Stored data:
+--
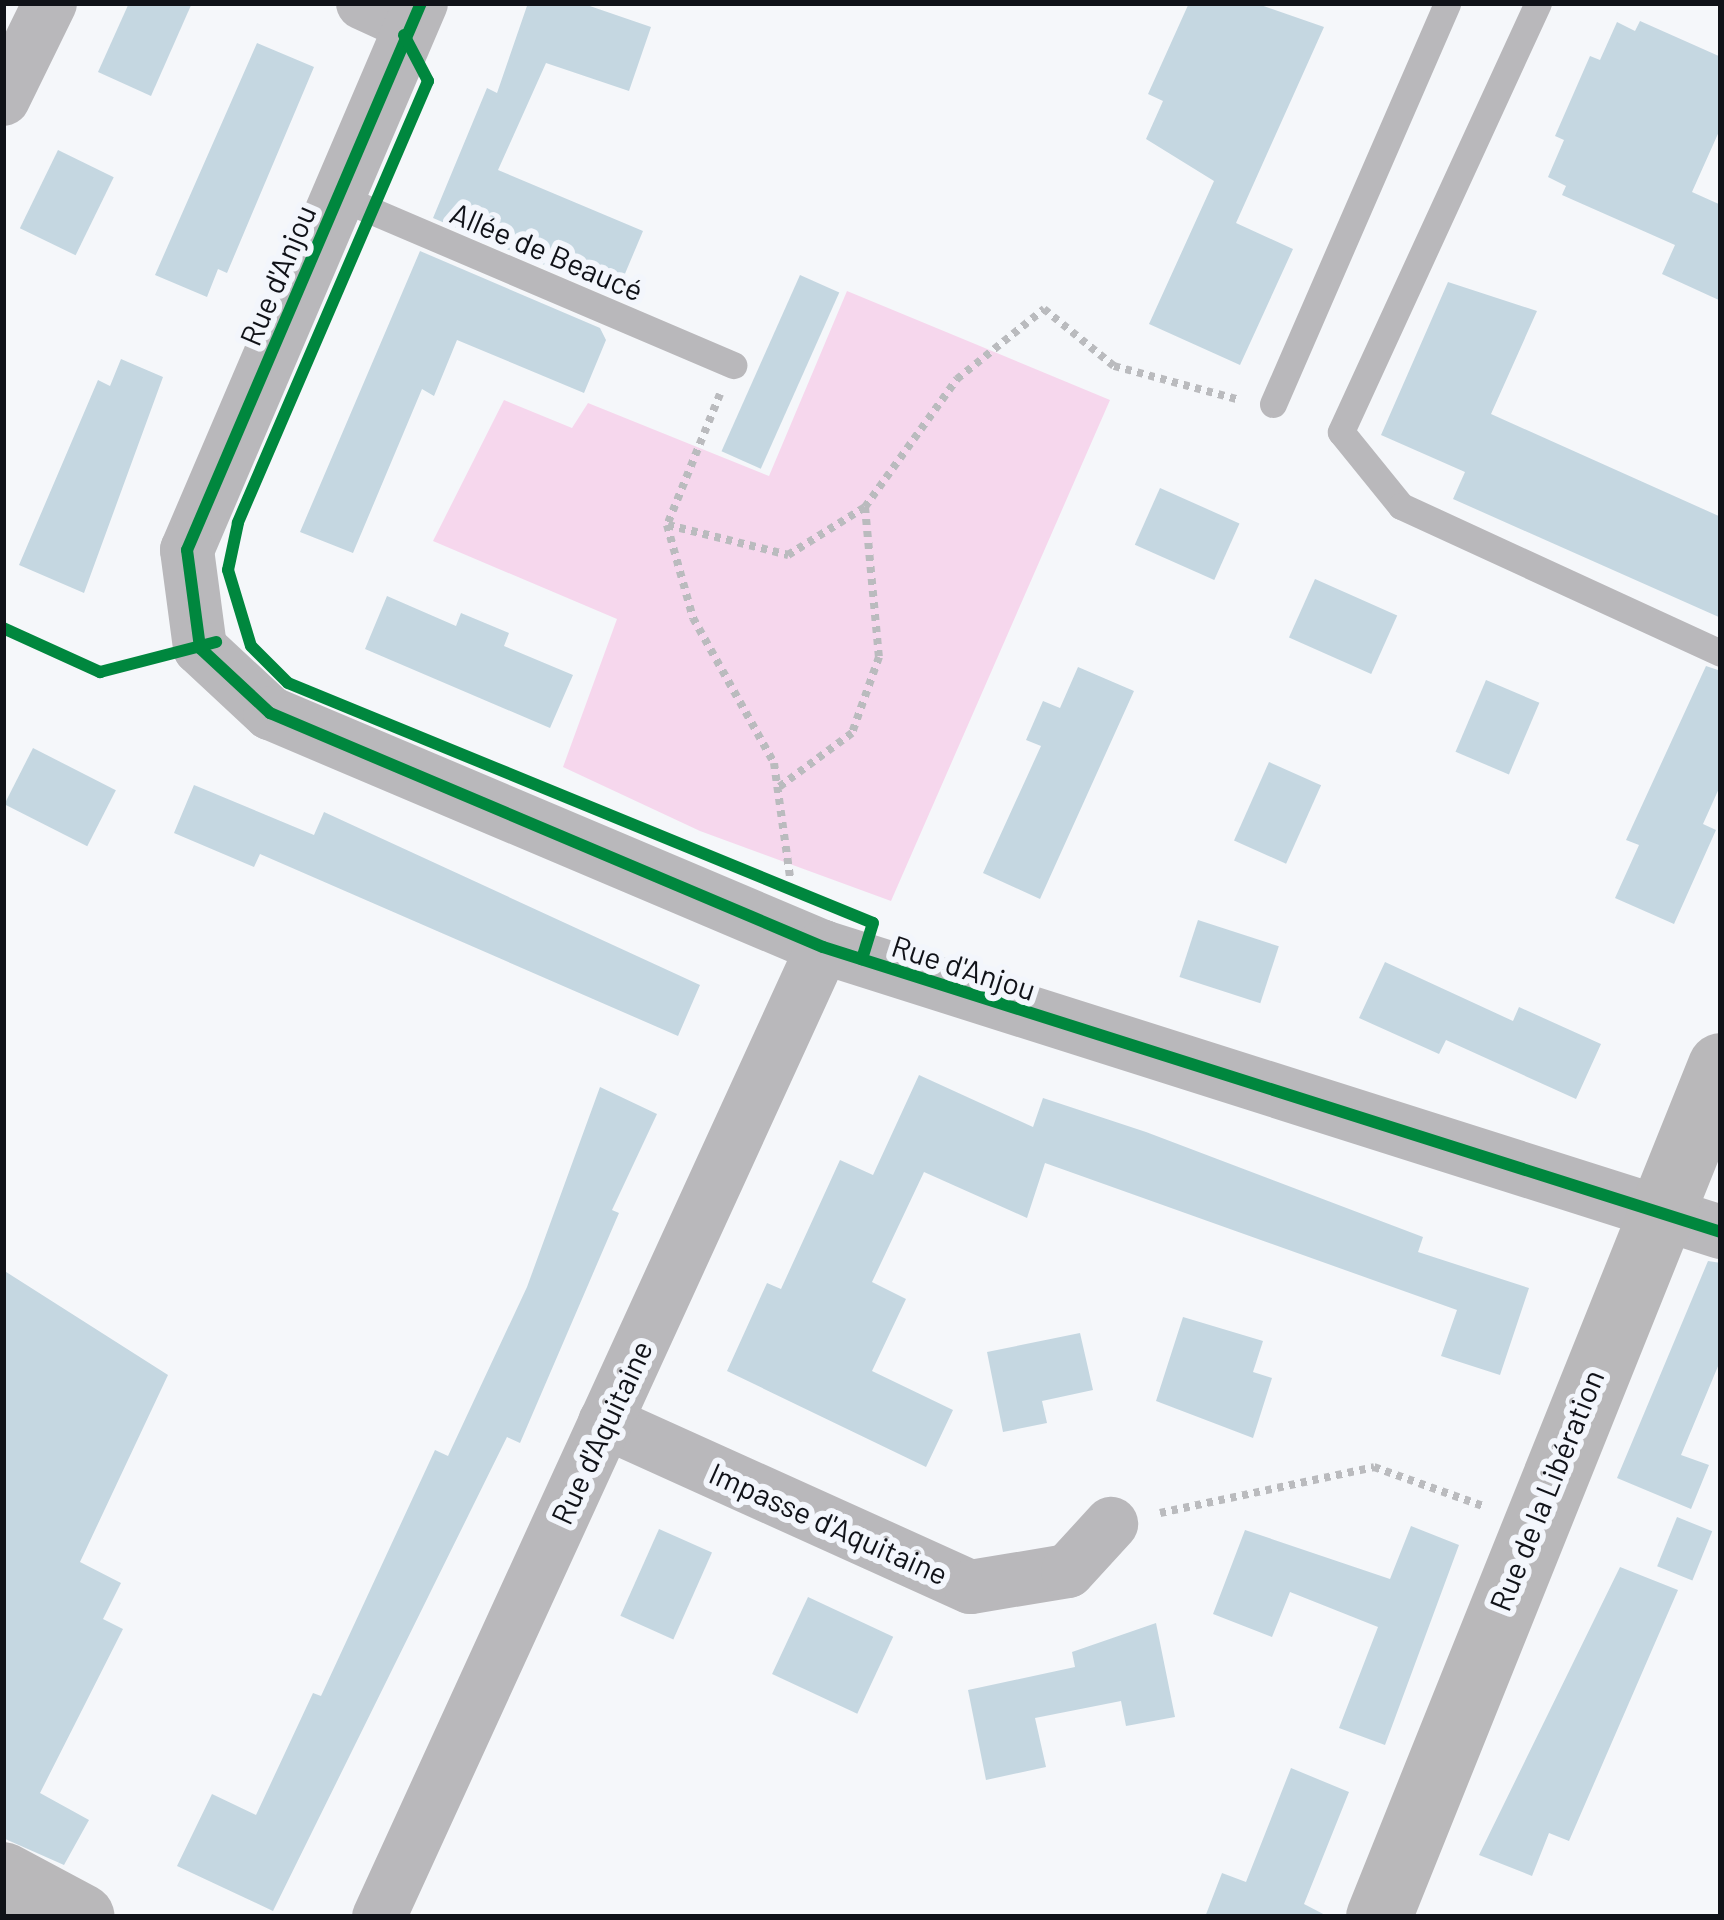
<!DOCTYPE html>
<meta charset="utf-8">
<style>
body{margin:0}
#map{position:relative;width:1724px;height:1920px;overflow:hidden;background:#f5f7fa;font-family:Barlow,sans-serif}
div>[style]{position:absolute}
.green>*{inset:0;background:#f6d7ed}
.building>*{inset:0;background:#c5d7e1;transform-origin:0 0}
.path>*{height:8px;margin-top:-4px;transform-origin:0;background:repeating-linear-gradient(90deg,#babbbe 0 6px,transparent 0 12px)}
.lane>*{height:27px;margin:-13.5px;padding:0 13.5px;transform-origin:13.5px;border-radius:13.5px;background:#b9b8bb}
.street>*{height:54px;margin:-27px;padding:0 27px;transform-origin:27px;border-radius:27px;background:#b9b8bb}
.secondary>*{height:66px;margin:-33px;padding:0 33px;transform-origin:33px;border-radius:33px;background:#b9b8ba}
.cycleway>*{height:12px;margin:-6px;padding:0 6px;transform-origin:6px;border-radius:6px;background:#00873e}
span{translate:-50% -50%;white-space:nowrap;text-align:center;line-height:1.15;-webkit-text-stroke:12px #f3f6fc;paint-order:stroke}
.street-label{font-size:30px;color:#101218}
.frame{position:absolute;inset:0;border:6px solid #101218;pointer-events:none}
</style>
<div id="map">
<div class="green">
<i style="clip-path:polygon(847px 291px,1110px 400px,891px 901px,700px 831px,563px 767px,617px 619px,433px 541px,504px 400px,572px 428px,588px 403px,769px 476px)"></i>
</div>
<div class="building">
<i style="clip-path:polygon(129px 3px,192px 3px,151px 96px,98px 72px)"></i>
<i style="clip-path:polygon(528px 3px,581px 3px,651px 27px,629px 91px,546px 63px,498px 170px,643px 231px,616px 295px,433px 218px,487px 88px,497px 93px)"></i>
<i style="clip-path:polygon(1189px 3px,1255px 3px,1324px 27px,1236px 223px,1293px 249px,1240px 365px,1149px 324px,1214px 181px,1146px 139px,1163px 101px,1148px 94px)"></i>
<i style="clip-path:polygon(1640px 21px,1721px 57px,1721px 127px,1692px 192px,1721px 205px,1721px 301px,1662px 274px,1675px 245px,1562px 195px,1566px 186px,1548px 177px,1564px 140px,1555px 136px,1590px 56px,1600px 60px,1617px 22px,1635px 31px)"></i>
<i style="clip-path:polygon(257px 43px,314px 67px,227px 273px,218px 269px,207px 297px,155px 275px)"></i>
<i style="left:58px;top:150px;width:62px;height:87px;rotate:26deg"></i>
<i style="clip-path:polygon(420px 251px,600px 328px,606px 340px,584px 393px,457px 340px,434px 396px,422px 389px,353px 553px,300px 532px)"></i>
<i style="left:800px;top:275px;width:43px;height:193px;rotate:24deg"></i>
<i style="clip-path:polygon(1448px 282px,1537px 311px,1491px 414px,1721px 517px,1721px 618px,1453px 499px,1465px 472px,1381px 435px)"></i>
<i style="clip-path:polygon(121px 359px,163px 377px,84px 593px,19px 565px,98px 380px,110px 386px)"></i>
<i style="left:1160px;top:488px;width:87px;height:62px;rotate:24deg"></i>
<i style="left:1315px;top:579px;width:90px;height:64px;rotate:24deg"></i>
<i style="clip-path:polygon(387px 596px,456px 626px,461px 613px,509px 633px,504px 646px,573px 675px,550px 728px,365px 649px)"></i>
<i style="clip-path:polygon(1706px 666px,1721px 671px,1721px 784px,1703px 824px,1716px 830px,1674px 924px,1615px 898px,1639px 845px,1626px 840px)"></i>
<i style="clip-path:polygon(1078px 667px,1134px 691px,1040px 899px,983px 873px,1041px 746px,1026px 740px,1043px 701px,1060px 708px)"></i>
<i style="left:1486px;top:680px;width:58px;height:78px;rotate:23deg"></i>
<i style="left:33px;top:748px;width:93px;height:63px;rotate:27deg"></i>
<i style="left:1269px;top:762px;width:57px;height:86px;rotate:24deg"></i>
<i style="clip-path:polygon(194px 785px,314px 835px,324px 812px,700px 985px,678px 1036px,260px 854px,254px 867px,174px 833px)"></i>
<i style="left:1198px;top:920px;width:85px;height:60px;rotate:18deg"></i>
<i style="clip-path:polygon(1385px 962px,1513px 1021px,1519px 1007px,1601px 1044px,1576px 1099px,1446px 1040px,1439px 1054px,1359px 1018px)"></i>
<i style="clip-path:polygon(919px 1075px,1033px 1127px,1043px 1098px,1146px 1132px,1423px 1237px,1418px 1252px,1529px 1288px,1500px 1375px,1441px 1356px,1457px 1310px,1045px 1163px,1027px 1218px,924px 1172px,872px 1282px,906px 1299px,872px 1371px,953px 1410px,926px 1467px,727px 1371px,767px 1283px,781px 1289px,840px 1160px,873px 1175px)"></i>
<i style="clip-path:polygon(600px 1087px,657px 1114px,612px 1210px,619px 1213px,520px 1443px,507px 1437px,273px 1911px,177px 1866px,212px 1794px,256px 1815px,313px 1693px,321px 1696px,435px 1450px,448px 1456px,527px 1287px)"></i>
<i style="clip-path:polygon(1708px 1261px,1721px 1263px,1721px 1359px,1681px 1455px,1709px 1465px,1691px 1509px,1617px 1478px)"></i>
<i style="clip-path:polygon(3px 1270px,168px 1375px,80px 1562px,121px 1583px,103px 1619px,123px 1629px,40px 1793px,89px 1820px,64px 1865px,3px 1838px)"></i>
<i style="clip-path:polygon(1183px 1317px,1263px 1341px,1253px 1372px,1272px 1378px,1253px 1438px,1156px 1401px)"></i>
<i style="clip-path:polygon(1080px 1333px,1093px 1390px,1042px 1401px,1047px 1423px,1003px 1432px,987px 1352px)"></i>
<i style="left:1677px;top:1517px;width:38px;height:53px;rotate:22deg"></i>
<i style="clip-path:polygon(1411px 1526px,1459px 1545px,1385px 1745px,1339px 1728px,1378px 1627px,1290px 1592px,1272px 1637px,1213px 1614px,1245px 1530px,1390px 1579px)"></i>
<i style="left:659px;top:1529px;width:58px;height:95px;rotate:24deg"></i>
<i style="clip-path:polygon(1620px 1567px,1678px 1590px,1569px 1841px,1549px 1833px,1532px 1876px,1479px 1855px)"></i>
<i style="left:808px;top:1597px;width:94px;height:85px;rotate:25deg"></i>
<i style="clip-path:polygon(1156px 1623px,1175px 1717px,1126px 1726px,1121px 1701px,1035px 1718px,1046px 1767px,986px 1780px,968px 1690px,1075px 1667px,1072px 1652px)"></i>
<i style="clip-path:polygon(1291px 1768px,1349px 1792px,1304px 1904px,1329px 1917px,1205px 1917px,1222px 1873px,1246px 1882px)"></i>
</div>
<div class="path">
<i style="left:720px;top:394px;width:141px;rotate:112deg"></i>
<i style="left:667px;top:525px;width:97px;rotate:74.4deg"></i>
<i style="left:693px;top:618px;width:166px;rotate:60.8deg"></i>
<i style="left:774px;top:763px;width:115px;rotate:82deg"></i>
<i style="left:865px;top:507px;width:158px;rotate:-54.3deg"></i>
<i style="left:957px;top:379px;width:112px;rotate:-38.8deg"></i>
<i style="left:1044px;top:309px;width:90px;rotate:39.2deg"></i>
<i style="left:1114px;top:366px;width:131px;rotate:15.1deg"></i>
<i style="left:668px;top:525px;width:124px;rotate:14deg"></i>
<i style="left:788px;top:555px;width:91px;rotate:-31.9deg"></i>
<i style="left:865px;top:507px;width:151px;rotate:84.7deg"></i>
<i style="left:879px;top:657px;width:81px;rotate:109.6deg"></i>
<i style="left:852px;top:733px;width:91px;rotate:143.5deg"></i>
<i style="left:1160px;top:1513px;width:219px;rotate:-12.1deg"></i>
<i style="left:1374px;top:1467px;width:119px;rotate:19.7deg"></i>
</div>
<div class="lane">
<i style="left:1538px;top:3px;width:472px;rotate:114.7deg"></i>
<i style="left:1341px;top:432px;width:95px;rotate:51deg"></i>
<i style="left:1401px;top:506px;width:352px;rotate:24.7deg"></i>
<i style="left:337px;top:196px;width:431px;rotate:23.1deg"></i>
<i style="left:1273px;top:404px;width:437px;rotate:-66.5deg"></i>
</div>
<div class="street">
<i style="left:363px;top:3px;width:51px;rotate:24.5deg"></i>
<i style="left:421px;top:3px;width:595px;rotate:113.16deg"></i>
<i style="left:187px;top:550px;width:99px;rotate:82.4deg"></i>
<i style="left:200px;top:648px;width:96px;rotate:42.9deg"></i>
<i style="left:270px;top:713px;width:600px;rotate:22.94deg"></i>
<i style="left:823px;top:947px;width:942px;rotate:17.61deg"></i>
<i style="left:3px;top:99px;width:107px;rotate:-63.9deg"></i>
<i style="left:605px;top:1422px;width:401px;rotate:24.3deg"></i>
<i style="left:971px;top:1587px;width:98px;rotate:-9.4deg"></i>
<i style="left:1068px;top:1571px;width:64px;rotate:-47.5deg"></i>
<i style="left:379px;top:1917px;width:1067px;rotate:-65.4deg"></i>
</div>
<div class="secondary">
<i style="left:3px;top:1875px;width:89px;rotate:28deg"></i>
<i style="left:1379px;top:1917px;width:917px;rotate:-68.11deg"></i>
</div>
<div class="cycleway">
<i style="left:421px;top:3px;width:595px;rotate:113.16deg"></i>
<i style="left:187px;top:550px;width:99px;rotate:82.4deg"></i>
<i style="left:200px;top:648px;width:96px;rotate:42.9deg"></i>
<i style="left:270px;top:713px;width:600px;rotate:22.94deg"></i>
<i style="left:823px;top:947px;width:942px;rotate:17.61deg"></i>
<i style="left:404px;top:35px;width:52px;rotate:62.4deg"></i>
<i style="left:428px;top:81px;width:481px;rotate:113.3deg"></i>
<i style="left:238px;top:523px;width:48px;rotate:102deg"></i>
<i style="left:228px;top:570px;width:79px;rotate:73.2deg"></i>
<i style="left:251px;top:646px;width:52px;rotate:45deg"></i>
<i style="left:288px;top:683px;width:632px;rotate:22.31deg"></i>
<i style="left:873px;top:923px;width:38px;rotate:107deg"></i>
<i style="left:3px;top:628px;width:107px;rotate:24.4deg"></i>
<i style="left:100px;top:672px;width:120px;rotate:-14.5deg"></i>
</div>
<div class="street-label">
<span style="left:547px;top:251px;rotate:23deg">Allée de Beaucé</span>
<span style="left:277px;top:275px;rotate:-67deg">Rue d'Anjou</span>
<span style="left:964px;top:967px;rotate:18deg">Rue d'Anjou</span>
<span style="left:601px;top:1432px;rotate:-65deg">Rue d'Aquitaine</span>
<span style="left:1546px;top:1490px;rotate:-68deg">Rue de la Libération</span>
<span style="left:829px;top:1523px;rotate:24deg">Impasse d'Aquitaine</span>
</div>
<div class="frame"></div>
</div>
+--
**WORK TO BE COMPLETED:** Repeat the lines exactly as they stand, from the opening line of the data through the line with "0 6px,transparent 0". Pictures stay out of the copy.

**TASK RESULT:**
<!DOCTYPE html>
<meta charset="utf-8">
<style>
body{margin:0}
#map{position:relative;width:1724px;height:1920px;overflow:hidden;background:#f5f7fa;font-family:Barlow,sans-serif}
div>[style]{position:absolute}
.green>*{inset:0;background:#f6d7ed}
.building>*{inset:0;background:#c5d7e1;transform-origin:0 0}
.path>*{height:8px;margin-top:-4px;transform-origin:0;background:repeating-linear-gradient(90deg,#babbbe 0 6px,transparent 0 12px)}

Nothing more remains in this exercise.